願い その2
エネレアによって感情を爆発させることができたからか、泣きやんだウリセファは一気に平静さを取り戻した。直前までの醜態も、涙でグチャグチャの顔も恥ずかしかったが、いまさら取り繕っても仕方がない。無力な自分にはこの姿がお似合いだと思うと開き直れた。そのままファイセスに向き合うと、事務的に言い放った。
「ファイセス卿、兵を集めることはできますか。皇帝軍をナルファストから駆逐します」
ファイセスはある程度この問いを予想していたが、それでも驚いた。皇帝軍と戦う意志があるのはナルファスト公国でただ一人、ウリセファのみではないだろうか。だが現実は甘くない。
「監察使軍は3000人とのこと。これを打ち破る兵力を集めるのは困難、いえ不可能です」
貴族は「できない」とは決して言わない。「難しい」と婉曲に表現する。だがこの公女を相手に逃げ道を作るような言葉は使いたくなかった。できないのだ。

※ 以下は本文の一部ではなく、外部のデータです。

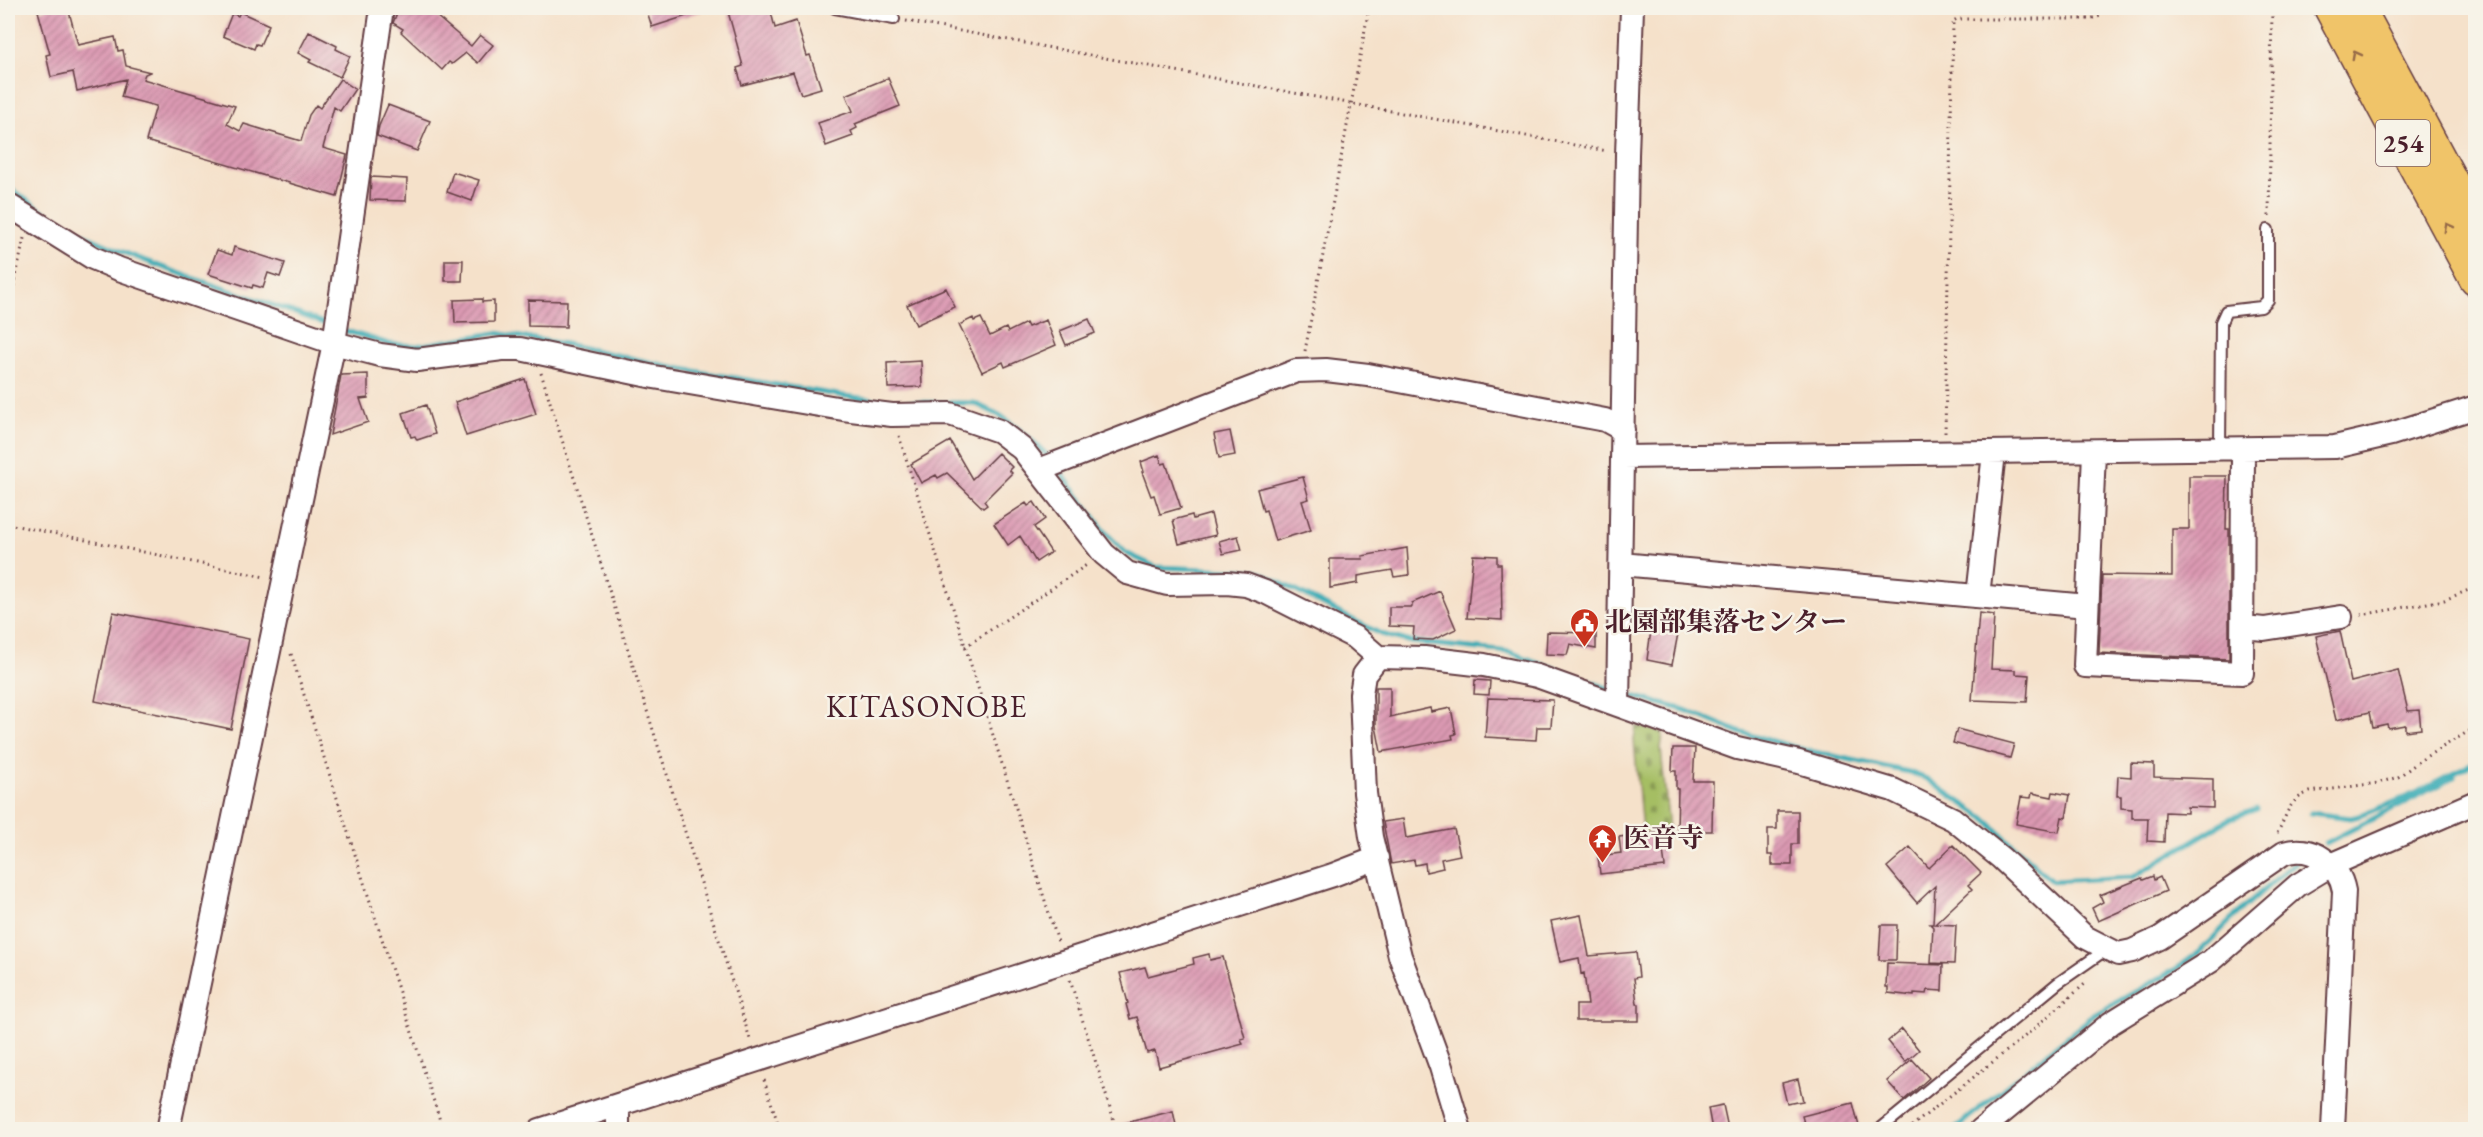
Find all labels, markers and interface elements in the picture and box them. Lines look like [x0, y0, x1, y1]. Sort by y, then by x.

悔しいが、公女の期待に応える力がファイセスにはない。
ウリセファは、花のつぼみのような唇をぎゅっと閉じて無念さをのみ込んだ。そして恥じた。
ファイセスは今、ウリセファの要求に応えられない自分の無力さに苛まれている。だがファイセスが無能なのではない。ウリセファに力がないのだ。ただの公女に過ぎず、これまでそれに甘んじてきた。それなのにファイセスは自分を責めている。そうさせたのは自分だ。自分の罪だ。
「ファイセス卿、無理を言った。許してくれたら嬉しい」
エネレアは、ウリセファに抱きついたまま眠っていた。この娘にどれほど救われたことかとウリセファは思い、その痩せた体を抱きしめた。エネレアの肩は、いや腕も、腰も、骨張っていて女性らしい肉がほとんど付いていない。肌も荒れている。
ウリセファは、改めて領民というものを知った。今まで見ようともしてこなかったことを、知った。
何をすべきか、何をしたいのかも分かった。
「私は、エネレアが、領民が、もっと豊かに暮らせる国にしたいと思う」
ウリセファの髪は乱れ、化粧っ気もなく、泣き腫らした目は腫れていた。だが、慈愛に満ちた表情はこれまでで最も美しかった。
ファイセスとワインリスは、ウリセファの前に静かに跪いた。2人は、この公女のために全てを捧げようと心の中で誓った。